### MATERIAL SUPPLIED
╭──
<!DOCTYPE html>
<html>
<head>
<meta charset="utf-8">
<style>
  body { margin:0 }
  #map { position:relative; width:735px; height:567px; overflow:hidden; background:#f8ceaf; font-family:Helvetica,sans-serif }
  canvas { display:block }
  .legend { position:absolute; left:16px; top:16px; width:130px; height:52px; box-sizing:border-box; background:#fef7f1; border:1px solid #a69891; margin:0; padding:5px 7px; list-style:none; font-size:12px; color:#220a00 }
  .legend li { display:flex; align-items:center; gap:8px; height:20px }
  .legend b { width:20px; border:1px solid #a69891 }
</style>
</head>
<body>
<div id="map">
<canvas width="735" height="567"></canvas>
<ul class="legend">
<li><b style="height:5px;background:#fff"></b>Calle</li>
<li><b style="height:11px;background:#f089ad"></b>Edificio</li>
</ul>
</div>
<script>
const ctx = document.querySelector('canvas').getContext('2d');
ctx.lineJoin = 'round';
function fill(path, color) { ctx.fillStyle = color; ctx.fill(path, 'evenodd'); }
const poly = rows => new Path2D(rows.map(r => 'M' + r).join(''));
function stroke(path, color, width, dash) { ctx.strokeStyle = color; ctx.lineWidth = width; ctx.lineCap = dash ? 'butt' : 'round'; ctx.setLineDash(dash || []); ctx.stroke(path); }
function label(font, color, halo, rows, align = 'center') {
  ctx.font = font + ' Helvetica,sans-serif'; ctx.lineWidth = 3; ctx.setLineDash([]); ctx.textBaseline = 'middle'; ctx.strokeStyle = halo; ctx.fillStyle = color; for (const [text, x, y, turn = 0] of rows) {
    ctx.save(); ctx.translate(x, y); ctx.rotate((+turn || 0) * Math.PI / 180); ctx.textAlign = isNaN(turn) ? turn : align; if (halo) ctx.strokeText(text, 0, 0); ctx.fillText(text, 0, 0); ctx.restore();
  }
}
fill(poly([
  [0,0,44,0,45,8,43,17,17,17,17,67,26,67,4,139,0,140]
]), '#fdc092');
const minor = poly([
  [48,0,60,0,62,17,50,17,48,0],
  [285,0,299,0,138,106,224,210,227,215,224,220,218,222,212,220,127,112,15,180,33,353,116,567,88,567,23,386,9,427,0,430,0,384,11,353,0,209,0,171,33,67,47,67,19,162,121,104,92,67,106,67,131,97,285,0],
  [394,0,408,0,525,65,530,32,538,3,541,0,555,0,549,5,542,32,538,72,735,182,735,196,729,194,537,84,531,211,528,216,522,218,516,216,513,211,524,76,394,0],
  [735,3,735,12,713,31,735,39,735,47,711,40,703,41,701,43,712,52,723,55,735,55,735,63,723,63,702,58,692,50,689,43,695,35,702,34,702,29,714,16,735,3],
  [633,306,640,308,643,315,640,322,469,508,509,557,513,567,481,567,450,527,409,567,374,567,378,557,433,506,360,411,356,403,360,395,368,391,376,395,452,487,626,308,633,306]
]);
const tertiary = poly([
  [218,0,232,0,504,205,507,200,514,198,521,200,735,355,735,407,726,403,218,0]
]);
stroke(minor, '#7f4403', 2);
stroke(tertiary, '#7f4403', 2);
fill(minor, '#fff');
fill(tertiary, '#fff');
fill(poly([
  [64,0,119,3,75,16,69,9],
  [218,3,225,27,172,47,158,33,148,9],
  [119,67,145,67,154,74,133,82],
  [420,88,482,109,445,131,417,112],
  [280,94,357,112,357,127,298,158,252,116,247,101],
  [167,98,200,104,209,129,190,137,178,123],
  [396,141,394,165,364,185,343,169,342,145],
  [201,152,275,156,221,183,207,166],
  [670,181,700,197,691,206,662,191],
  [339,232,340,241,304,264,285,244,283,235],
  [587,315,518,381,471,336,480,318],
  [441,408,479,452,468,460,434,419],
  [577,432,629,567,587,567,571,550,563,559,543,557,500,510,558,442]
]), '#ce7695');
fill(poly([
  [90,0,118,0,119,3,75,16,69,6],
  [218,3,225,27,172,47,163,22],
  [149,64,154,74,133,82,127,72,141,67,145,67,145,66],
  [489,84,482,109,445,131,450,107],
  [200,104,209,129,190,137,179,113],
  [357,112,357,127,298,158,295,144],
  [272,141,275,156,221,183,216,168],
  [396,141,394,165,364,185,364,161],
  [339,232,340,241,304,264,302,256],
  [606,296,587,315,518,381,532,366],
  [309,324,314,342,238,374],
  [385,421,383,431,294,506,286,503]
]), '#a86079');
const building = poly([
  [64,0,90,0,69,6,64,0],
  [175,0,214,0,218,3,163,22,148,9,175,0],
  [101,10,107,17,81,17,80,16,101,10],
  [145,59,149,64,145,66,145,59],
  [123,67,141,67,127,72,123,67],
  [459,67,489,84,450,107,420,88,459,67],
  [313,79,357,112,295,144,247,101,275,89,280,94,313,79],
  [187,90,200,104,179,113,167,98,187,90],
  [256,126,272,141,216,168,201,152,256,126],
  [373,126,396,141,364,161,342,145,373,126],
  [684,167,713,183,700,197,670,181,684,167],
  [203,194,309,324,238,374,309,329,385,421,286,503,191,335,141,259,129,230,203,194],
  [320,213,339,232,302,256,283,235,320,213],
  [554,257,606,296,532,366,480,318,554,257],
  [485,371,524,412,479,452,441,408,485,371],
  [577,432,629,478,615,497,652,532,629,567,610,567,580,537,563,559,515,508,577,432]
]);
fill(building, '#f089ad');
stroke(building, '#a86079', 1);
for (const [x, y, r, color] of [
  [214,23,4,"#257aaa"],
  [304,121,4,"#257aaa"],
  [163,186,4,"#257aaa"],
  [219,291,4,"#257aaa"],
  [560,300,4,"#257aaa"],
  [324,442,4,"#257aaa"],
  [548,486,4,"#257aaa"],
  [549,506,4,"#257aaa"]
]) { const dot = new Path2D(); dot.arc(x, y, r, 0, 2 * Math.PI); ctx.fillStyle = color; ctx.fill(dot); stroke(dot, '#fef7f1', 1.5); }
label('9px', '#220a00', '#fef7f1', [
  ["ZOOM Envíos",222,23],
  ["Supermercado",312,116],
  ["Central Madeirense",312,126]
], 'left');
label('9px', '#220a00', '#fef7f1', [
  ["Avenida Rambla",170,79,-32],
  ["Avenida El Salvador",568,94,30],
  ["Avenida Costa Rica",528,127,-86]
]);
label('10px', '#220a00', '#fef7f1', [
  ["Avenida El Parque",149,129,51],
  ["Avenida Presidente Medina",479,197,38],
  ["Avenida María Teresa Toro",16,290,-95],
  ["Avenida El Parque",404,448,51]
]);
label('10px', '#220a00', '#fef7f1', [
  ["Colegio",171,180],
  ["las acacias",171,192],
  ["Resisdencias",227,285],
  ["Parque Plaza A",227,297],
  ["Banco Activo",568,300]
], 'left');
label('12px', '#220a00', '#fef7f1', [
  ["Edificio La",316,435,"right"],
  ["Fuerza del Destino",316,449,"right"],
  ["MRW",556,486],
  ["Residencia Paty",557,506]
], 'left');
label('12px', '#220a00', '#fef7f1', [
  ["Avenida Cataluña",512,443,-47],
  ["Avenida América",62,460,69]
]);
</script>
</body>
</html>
╰──
### ABOUT THIS EXERCISE
If a line in the records above holds the string "rows", copy it out.

### SOLUTION TO THE PROBLEM
const poly = rows => new Path2D(rows.map(r => 'M' + r).join(''));
function label(font, color, halo, rows, align = 'center') {
  ctx.font = font + ' Helvetica,sans-serif'; ctx.lineWidth = 3; ctx.setLineDash([]); ctx.textBaseline = 'middle'; ctx.strokeStyle = halo; ctx.fillStyle = color; for (const [text, x, y, turn = 0] of rows) {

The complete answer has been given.